Each of the crew members names appear, as do 4 stars representing the number of crew.  Occupying the foreground is the asteroid Geographos, an actual asteroid found near Earth, one that actually crosses our planet’s orbit, and the simulated target for this mission. (Conveniently closer than the asteroids found orbiting the sun in the asteroid belt).  Earth is to the right, eclipsed behind the asteroid representing both the origin and final destination of the spaceflight. Mars is there too- always in the background, on the horizon of all NASA’s human spaceflight projects.

Finally, you can see our spacecraft or a representation of what a craft might look like if one were to attempt a human mission to a nearby asteroid.  The design we chose to use was NASA’s “Nautilus X“, a conceptual deep-space craft for beyond Earth orbit  (BEO) exploration.  Although such a vehicle is likely decades away from actually transporting astronauts anywhere, it follows the existing engineering principles necessary for such a journey.

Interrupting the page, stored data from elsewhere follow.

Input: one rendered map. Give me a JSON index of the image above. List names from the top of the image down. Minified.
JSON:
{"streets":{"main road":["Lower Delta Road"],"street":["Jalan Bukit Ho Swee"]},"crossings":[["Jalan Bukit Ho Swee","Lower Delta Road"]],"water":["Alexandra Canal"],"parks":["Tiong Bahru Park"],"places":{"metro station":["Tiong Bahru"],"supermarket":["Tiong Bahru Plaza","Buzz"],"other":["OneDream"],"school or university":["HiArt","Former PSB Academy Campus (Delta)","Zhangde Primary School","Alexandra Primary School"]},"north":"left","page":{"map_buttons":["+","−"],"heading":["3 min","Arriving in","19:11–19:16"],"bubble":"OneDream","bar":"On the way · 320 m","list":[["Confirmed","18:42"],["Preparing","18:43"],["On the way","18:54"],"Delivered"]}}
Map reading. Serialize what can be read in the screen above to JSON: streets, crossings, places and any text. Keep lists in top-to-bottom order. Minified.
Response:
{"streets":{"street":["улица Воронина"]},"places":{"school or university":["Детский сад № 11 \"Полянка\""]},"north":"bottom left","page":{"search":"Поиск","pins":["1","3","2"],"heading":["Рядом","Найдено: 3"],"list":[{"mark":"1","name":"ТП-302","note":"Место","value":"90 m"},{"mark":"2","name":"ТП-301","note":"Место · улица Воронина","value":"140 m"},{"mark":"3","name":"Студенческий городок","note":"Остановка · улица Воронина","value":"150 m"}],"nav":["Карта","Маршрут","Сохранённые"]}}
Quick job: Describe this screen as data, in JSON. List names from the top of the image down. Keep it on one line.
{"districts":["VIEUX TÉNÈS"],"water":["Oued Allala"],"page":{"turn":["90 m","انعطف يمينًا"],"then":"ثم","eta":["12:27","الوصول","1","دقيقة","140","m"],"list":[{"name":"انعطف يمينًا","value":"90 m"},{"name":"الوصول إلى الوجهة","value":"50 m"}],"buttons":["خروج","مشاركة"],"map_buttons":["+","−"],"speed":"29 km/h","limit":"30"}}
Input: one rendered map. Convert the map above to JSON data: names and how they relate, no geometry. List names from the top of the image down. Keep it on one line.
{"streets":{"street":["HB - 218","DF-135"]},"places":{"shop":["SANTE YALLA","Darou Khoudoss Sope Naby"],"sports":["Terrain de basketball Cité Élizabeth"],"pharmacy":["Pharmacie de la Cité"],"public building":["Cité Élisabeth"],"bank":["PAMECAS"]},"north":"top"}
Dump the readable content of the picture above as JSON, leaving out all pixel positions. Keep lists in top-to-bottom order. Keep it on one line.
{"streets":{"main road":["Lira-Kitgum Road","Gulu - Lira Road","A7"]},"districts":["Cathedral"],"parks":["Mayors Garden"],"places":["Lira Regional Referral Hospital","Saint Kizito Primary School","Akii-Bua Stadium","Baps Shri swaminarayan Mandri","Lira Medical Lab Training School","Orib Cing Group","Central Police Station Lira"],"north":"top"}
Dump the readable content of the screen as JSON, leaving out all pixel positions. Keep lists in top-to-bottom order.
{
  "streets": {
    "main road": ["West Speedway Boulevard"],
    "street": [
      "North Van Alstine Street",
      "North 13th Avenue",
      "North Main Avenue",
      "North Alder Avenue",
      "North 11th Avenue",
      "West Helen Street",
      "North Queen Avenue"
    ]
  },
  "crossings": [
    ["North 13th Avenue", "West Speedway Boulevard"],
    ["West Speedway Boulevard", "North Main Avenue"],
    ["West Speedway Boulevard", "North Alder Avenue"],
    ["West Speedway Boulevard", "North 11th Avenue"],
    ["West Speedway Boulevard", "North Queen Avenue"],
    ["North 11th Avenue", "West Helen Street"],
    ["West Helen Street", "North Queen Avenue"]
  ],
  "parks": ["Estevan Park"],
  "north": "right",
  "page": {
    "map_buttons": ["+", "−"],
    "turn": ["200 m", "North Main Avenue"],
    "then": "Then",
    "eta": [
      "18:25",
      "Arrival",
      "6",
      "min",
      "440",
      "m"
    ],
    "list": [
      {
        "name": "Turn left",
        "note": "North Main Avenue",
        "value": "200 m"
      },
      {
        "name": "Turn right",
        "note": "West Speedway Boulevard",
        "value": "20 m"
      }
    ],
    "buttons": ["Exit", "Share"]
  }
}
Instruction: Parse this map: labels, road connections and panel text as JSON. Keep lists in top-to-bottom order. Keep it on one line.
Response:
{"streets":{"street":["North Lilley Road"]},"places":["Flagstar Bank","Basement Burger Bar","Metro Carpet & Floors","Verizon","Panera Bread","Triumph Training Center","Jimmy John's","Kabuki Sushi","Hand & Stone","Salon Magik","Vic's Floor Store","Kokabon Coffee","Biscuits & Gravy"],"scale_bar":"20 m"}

I’m really looking forward to wearing this patch on my uniform!


Commercial Spaceflight Training: A New Series!


I’d like to share with you my journey.  It’s the physical manifestation of my aspirations.  I’m going to document my progress as I complete milestones on the path of commercial spaceflight training.

(I will post my disclaimer now: I will in no way refer to myself as an astronaut, nor an astronaut candidate, nor make any assumptions or predictions concerning my competitiveness to ever be selected for a flight.)

What I will do is share my experience as I work through the various practical aspects of spaceflight training.  Each post in this series will focus on a specific skill or event required for human spaceflight.  From flight training to microgravity simulation, I will document my accomplishments and discuss how they pertain to preparing an astronaut for space.

My goal is to inform and entertain.  And maybe, if I do this well, I will be lucky enough to inspire someone too.  I will make no arguments suggesting commercial astronautics is superior or inferior to federal programs, nor extol one spacecraft manufacturer over another.  I will, however, be an advocate for the potential of commercial spaceflight.  This series will focus on the commercial space industry, not NASA. That is not to say I won’t reference NASA’s astronaut training – how could I not?  Expect though that my posts will discuss training specifically addressing commercial suborbital and orbital projects.

Please follow along and share this at your leisure.  I will post to this series on a semi-regular basis, or as often as I have the opportunity to complete another milestone.  I do this not because it is easy, but because it is hard – to keep a schedule!

Casey Stedman, Fairview Heights, Illinois – February 23rd, 2016

NASA Astronaut Application: Goals, Expectations, and Reality


This last Monday, December 14th 2015, the National Aeronautics and Space Administration, better known as NASA, began accepting applications for the Astronaut Corps. The link can be found HERE

Unlike the period in which NASA operated the space shuttle and the U.S. government regularly recruited new astronauts, the post shuttle period has seen a diminished requirement for new applicants and flyable candidates.  The most recent opportunity to apply to be an astronaut was announced in 2011, and in 2013, just 8 individuals were chosen from a pool of 6,372 applicants.

My interest in spaceflight began early- But I I’m not going to rehash a story so many others have stated before. Instead, I will say that I had many other interests too, some of which were more achievable in the near-term, which ultimately became the path I followed.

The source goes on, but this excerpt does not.